● Exercise brief:
Copy every record exactly, leaving the pictures out.

+++ Data listing +++

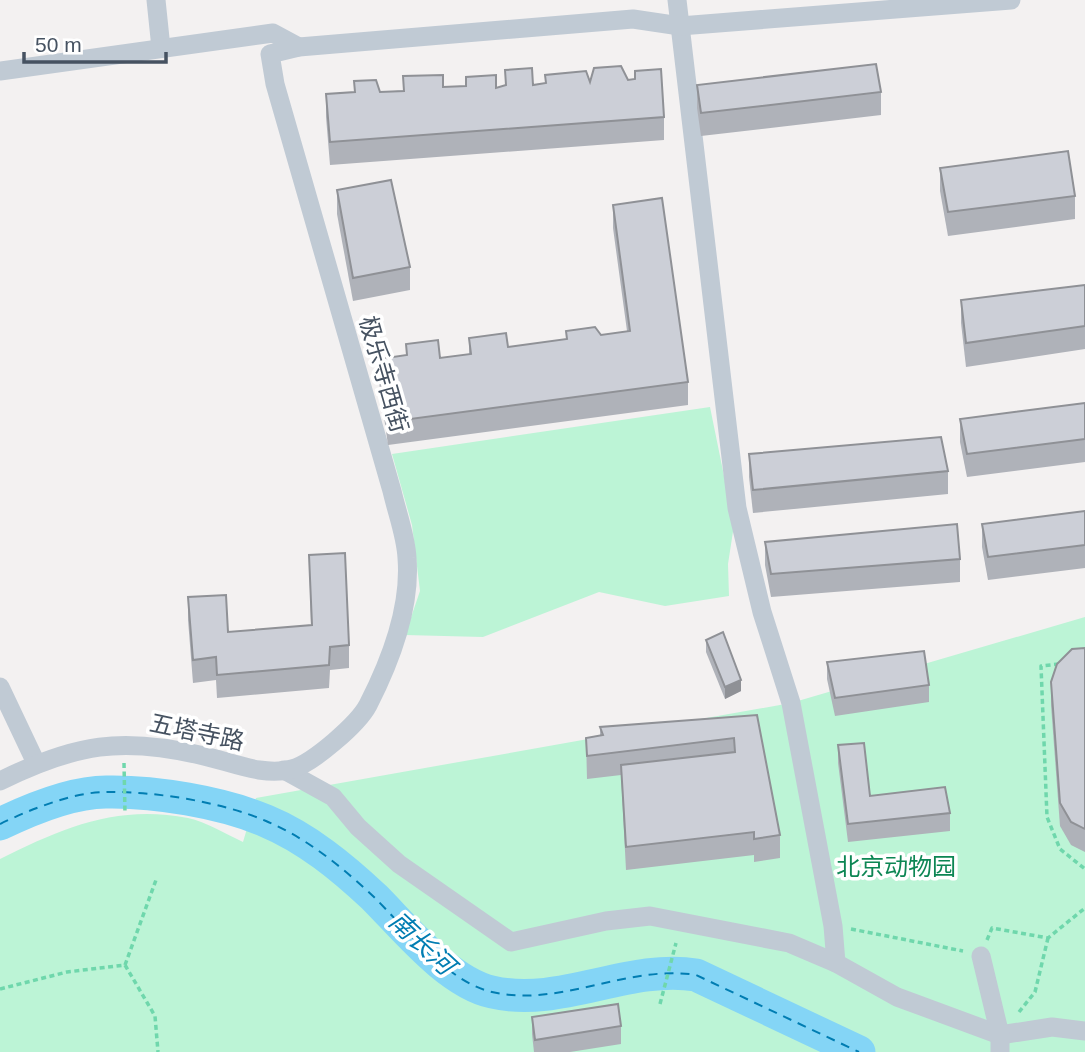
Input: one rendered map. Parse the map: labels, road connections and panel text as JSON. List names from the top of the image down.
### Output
{
  "streets": {
    "street": ["极乐寺西街", "五塔寺路"]
  },
  "crossings": [
    ["极乐寺西街", "五塔寺路"]
  ],
  "water": ["南长河"],
  "parks": ["北京动物园"],
  "scale_bar": "50 m"
}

+++

● The answer:
Input: one rendered map. Parse the map: labels, road connections and panel text as JSON. List names from the top of the image down.
### Output
{
  "streets": {
    "street": ["极乐寺西街", "五塔寺路"]
  },
  "crossings": [
    ["极乐寺西街", "五塔寺路"]
  ],
  "water": ["南长河"],
  "parks": ["北京动物园"],
  "scale_bar": "50 m"
}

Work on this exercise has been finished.